After several iterations, each parameter of the neuron tends to be stable. In the high noise conditions, an abnormal change of a certain input may cause the value of $x_i$ to become very large. Due to the presence of abnormal inputs, the input of activation ReLU becomes very large after multiplication. A large input will result in a large output when ReLU activation occurs in a positive manner. At this time, define the output of this neuron after the activation function as ${\widehat{y}}_1$, and the real value of this neuron after the activation function is $y$. At this point, there are tremendous difference between ${\widehat{y}}_1$ and the neuron’s desired output $y_1$. From the back propagation Equation (2), we know that the update gradient for bias $b_1$ is very big while the learning rate $\eta$ is a constant. Thus, the updated bias may become very small. On this condition, for a normal input, the input obtained by ReLU has a high probability of being a negative number, at which time the neuron is turned off and the gradient can no longer be updated. Because in the negative case, the ReLU derivative is zero and the back-propagation gradient is zero all the time, it is difficult for the neuron to recover later.

For the soft activation, when the activation input is negative, the probability of neuron death is greatly reduced as it falls into the interval where the derivative is one. This mitigates the neuron death problem of the ReLU function in high noise conditions and improves the nonlinear fitting ability of the network.

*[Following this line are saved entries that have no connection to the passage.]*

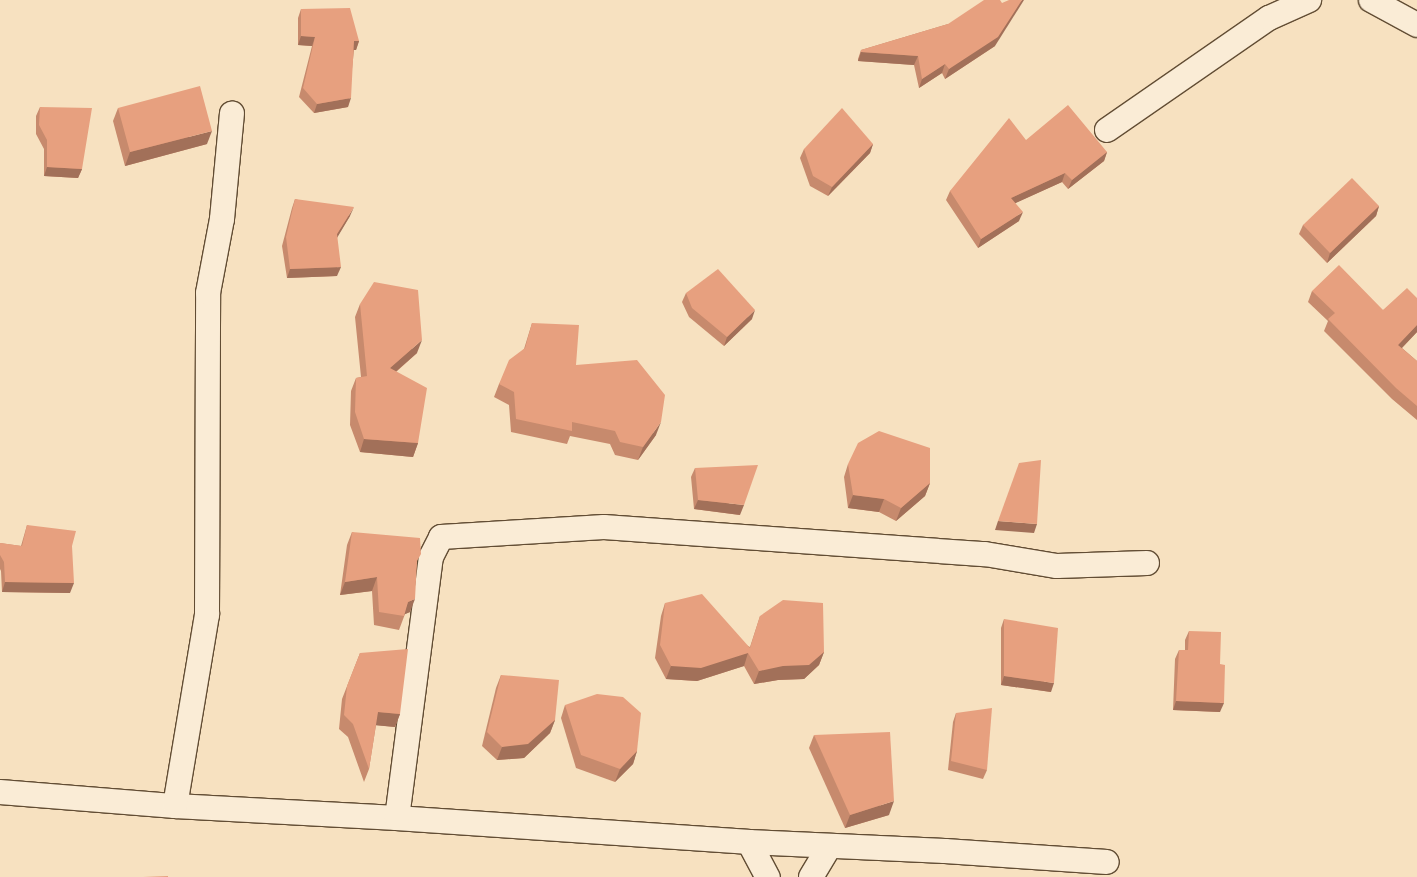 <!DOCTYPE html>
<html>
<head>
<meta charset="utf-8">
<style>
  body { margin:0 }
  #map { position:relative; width:1417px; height:877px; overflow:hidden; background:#f7e1c0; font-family:Vollkorn,serif }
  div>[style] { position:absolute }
  .roads { filter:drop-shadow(1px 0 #624d34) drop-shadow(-1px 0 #624d34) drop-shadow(0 1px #624d34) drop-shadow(0 -1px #624d34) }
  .street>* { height:24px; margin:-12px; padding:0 12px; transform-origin:12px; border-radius:12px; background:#faecd6 }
  .wall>* { inset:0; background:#c78a6d }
  .shaded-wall>* { inset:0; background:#a27059 }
  .building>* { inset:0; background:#e7a07f }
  span { translate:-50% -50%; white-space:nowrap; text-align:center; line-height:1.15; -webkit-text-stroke:4px #faecd6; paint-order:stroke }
</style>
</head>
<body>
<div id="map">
  <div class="roads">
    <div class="street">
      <div style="left:1371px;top:0;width:52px;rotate:28.5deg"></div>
      <div style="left:1107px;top:130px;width:197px;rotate:-34.7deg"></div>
      <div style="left:1269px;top:18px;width:44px;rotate:-24.2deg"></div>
      <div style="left:0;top:792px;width:176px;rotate:4.6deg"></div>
      <div style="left:175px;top:806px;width:222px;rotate:3.1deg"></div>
      <div style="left:397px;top:818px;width:353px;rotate:3.9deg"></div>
      <div style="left:749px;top:842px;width:40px;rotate:62deg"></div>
      <div style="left:175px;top:806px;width:194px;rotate:-80.5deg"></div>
      <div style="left:207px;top:615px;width:322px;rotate:-89.8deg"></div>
      <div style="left:208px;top:293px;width:75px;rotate:-79.3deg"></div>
      <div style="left:222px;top:219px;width:106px;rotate:-84.6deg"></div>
      <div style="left:397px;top:818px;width:263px;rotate:-82.6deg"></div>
      <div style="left:431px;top:557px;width:22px;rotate:-63deg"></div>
      <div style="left:441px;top:537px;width:163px;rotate:-3.5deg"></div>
      <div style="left:604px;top:527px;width:382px;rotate:4.1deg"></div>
      <div style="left:985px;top:554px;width:73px;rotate:9.5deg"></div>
      <div style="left:1057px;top:566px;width:90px;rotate:-1.9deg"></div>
      <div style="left:749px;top:842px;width:196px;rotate:2.6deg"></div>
      <div style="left:945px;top:851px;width:162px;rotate:3.9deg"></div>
      <div style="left:811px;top:877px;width:35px;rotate:-59deg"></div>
    </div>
  </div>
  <div class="wall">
    <div style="clip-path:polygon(301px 9px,359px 41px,356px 50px,354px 50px,348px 107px,314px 113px,299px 97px,312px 46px,298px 45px,298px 18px)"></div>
    <div style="clip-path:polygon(948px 24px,995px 46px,945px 79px,942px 73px,919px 88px,914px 65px,858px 61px,858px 59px,861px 50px)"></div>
    <div style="clip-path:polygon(40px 107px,82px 169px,78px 178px,44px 176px,44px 149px,36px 134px,36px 116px)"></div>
    <div style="clip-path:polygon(118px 108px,207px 144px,125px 166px,113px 121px)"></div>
    <div style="clip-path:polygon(1026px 140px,1107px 152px,1104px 161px,1068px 189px,1062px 182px,1015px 203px,1019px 221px,978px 248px,946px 200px,950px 191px)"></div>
    <div style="clip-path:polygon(873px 144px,870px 153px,828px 196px,810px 186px,800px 158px,804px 149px)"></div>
    <div style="clip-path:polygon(295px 199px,350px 216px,337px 237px,337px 276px,287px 278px,282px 246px,292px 208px)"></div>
    <div style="clip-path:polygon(1379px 206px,1376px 216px,1327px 263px,1299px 234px,1303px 225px)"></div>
    <div style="clip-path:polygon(1312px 291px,1383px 310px,1417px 298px,1417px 332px,1402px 348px,1417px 361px,1417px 420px,1392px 399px,1324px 331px,1328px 321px,1308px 302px)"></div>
    <div style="clip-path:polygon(686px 293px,752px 319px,724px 346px,689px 317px,682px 302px)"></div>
    <div style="clip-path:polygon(360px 304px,417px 353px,396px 372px,418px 443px,413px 457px,360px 452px,350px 425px,351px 391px,356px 378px,361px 377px,355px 317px)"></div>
    <div style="clip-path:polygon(532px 323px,576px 365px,656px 435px,638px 460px,615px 455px,610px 444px,570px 436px,567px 444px,511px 432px,509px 405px,494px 397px,499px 384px,524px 349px)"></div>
    <div style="clip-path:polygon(848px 464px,930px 483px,925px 496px,896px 521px,879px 512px,848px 508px,844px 477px)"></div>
    <div style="clip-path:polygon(695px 468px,740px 515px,694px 509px,691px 477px)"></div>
    <div style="clip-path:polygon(27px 525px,72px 546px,70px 593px,2px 592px,1px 571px,0 569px,0 543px,21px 546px)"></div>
    <div style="clip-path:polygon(352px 532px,417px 563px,410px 612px,405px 614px,399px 630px,374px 625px,372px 591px,340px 595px,347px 545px)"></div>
    <div style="clip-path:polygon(665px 603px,750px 647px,760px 616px,824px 652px,819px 665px,804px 679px,778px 680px,754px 684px,744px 666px,697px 681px,666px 679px,655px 658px,661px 616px)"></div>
    <div style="clip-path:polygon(1004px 619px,1051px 692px,1001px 685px,1001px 628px)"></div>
    <div style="clip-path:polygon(1189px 631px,1220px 664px,1220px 712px,1173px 710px,1175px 659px,1179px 650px,1185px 650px,1185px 640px)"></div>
    <div style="clip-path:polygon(360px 653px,400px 714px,395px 727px,376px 725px,369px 769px,364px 782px,348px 737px,339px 729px,342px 699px)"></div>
    <div style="clip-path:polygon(501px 675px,555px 720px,550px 733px,524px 758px,497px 760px,482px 746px,496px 688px)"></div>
    <div style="clip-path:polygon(565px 705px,637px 751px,633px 764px,615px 782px,576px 768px,561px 718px)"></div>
    <div style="clip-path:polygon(956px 713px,987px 770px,983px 779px,948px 770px,953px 722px)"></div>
    <div style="clip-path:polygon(814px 735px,889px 815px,845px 828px,809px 748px)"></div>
  </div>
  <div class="shaded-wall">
    <div style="clip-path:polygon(1022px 0,1024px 0,995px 46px,945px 79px,949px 69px)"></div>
    <div style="clip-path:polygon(301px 36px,315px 37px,312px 46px,298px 45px)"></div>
    <div style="clip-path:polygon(354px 41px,359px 41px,356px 50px,351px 50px)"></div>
    <div style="clip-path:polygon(861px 52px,918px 56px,914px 65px,858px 61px)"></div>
    <div style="clip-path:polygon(945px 64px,942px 73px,919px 88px,922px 79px)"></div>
    <div style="clip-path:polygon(351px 98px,348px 107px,314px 113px,317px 104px)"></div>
    <div style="clip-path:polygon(212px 131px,207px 144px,125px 166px,130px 152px)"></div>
    <div style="clip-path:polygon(873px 144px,870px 153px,828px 196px,832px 187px)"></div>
    <div style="clip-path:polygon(1107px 152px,1104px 161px,1068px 189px,1072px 180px)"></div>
    <div style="clip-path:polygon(47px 167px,82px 169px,78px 178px,44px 176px)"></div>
    <div style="clip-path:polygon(1065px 173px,1062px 182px,1007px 207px,1011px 198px)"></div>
    <div style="clip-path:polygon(1379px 206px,1376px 216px,1327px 263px,1330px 253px)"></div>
    <div style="clip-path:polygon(354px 207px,350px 216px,334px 243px,337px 234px)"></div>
    <div style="clip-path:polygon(1023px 212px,1019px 221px,978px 248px,981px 239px)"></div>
    <div style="clip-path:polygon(341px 267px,337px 276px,287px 278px,290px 269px)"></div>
    <div style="clip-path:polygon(755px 310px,752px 319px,724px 346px,727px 337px)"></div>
    <div style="clip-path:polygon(1417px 325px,1417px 332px,1394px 356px,1398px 345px)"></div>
    <div style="clip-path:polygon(422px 340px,417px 353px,385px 381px,390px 368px)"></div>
    <div style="clip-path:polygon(661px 422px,656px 435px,638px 460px,643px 447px)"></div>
    <div style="clip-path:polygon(364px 439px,418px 443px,413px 457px,360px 452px)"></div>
    <div style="clip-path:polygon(930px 483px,925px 496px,896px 521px,901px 508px)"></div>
    <div style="clip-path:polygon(853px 495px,884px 499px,879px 512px,848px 508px)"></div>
    <div style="clip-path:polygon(698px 500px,744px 505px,740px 515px,694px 509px)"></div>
    <div style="clip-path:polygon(998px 521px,1037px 524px,1034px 533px,995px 530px)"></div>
    <div style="clip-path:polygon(377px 577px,372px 591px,340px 595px,345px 582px)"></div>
    <div style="clip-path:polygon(5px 582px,74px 583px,70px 593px,2px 592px)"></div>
    <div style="clip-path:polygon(415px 599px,410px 612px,403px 615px,408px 602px)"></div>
    <div style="clip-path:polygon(824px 652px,819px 665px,804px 679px,778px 680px,754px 684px,759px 671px)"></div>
    <div style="clip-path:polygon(748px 653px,744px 666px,697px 681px,666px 679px,671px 666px)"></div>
    <div style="clip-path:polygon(1004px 676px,1054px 683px,1051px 692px,1001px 685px)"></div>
    <div style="clip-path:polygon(1176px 701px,1224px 703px,1220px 712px,1173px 710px)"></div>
    <div style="clip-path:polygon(378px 712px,400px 714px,395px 727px,373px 725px)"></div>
    <div style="clip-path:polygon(555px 720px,550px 733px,524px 758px,497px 760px,502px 747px)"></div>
    <div style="clip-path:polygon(637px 751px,633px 764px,615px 782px,620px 769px)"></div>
    <div style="clip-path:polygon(894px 801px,889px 815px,845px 828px,850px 815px)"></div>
  </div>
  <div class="building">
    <div style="clip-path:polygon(984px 0,1000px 0,1002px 3px,1009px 0,1022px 0,998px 37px,949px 69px,945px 64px,922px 79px,918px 56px,861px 52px,861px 50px,948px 24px)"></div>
    <div style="clip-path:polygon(350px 8px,359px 41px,354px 41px,351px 98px,317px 104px,303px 88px,315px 37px,301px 36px,301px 9px)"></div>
    <div style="clip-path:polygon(200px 86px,212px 131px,130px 152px,118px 108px)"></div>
    <div style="clip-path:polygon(1068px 105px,1107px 152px,1072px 180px,1065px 173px,1011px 198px,1023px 212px,981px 239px,950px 191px,1009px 118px,1026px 140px)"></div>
    <div style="clip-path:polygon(40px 107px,92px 108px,82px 169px,47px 167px,47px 140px,39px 125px)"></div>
    <div style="clip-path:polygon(842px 108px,873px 144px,832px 187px,813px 176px,804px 149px)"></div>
    <div style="clip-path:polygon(1352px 178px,1379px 206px,1330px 253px,1303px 225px)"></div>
    <div style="clip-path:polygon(295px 199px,354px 207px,337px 234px,341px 267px,290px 269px,286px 237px)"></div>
    <div style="clip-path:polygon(1339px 265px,1383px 310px,1407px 288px,1417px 298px,1417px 325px,1398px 345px,1417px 361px,1417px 406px,1396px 388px,1328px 319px,1335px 313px,1312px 291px)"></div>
    <div style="clip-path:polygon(718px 269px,755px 310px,727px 337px,692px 308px,686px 293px)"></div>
    <div style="clip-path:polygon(374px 282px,418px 290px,422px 340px,390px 368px,427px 388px,418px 443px,364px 439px,355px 412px,356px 378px,367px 376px,360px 304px)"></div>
    <div style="clip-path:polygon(532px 323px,579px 325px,576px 365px,637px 360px,665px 395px,661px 422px,643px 447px,620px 442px,615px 431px,572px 422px,572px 431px,516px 419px,514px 392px,499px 384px,509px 360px,525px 348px)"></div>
    <div style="clip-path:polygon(879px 431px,930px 448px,930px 483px,901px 508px,884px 499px,853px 495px,848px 464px,858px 443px)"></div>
    <div style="clip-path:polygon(1041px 460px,1037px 524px,998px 521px,1019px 463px)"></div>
    <div style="clip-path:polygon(758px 465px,744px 505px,698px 500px,695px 468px)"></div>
    <div style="clip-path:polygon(27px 525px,76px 531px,72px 546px,74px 583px,5px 582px,4px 562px,0 555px,0 543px,22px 546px)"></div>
    <div style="clip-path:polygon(352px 532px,420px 538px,421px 554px,417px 561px,415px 599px,408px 602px,404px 616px,379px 612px,377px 577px,345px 582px)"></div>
    <div style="clip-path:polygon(702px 594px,750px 648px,760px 616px,783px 600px,823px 603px,824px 652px,809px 665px,783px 666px,759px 671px,748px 653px,701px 668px,671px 666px,660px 645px,665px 603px)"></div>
    <div style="clip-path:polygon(1004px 619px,1058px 628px,1054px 683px,1004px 676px)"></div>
    <div style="clip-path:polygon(1189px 631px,1221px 632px,1220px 664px,1225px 665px,1224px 703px,1176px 701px,1179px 650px,1188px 650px)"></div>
    <div style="clip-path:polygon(408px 649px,400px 714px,378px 712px,369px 769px,353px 724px,344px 715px,347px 686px,360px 653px)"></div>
    <div style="clip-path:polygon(501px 675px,559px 680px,555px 720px,528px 744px,502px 747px,487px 732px)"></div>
    <div style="clip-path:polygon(597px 694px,623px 697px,641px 713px,637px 751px,620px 769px,581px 755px,565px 705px)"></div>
    <div style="clip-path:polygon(992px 708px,987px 770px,951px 761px,956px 713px)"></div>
    <div style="clip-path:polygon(890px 732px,894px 801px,850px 815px,814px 735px)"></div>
    <div style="clip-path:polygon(168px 876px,168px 877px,143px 877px)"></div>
  </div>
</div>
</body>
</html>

3.1.3. Soft Residual Shrinkage Unit Based on Soft Activation

By combining the proposed soft-activation block with the residual shrinkage unit, we can obtain the SDRSU (the soft residual shrinkage unit), which is better suited to the original wind speed data characteristics. Figure 6 illustrates the structure of an SDRSU. The residual unit is retained in its basic structure, but soft-activation blocks replace the activation layers. This unit uses the batch normalization layer as a trainable layer to adjust the feature distribution. As spatial feature extractors, convolutional layers provide the advantages of local connectivity and weight sharing. By stacking multiple convolutional layers, spatial correlations can be extracted over a wider range of spatial positions. By adding soft activation to the network layer, it creates a deeper network layer. With the shortcut connection, the learning objective is transformed into residual learning, preventing degradation and gradient disappearance.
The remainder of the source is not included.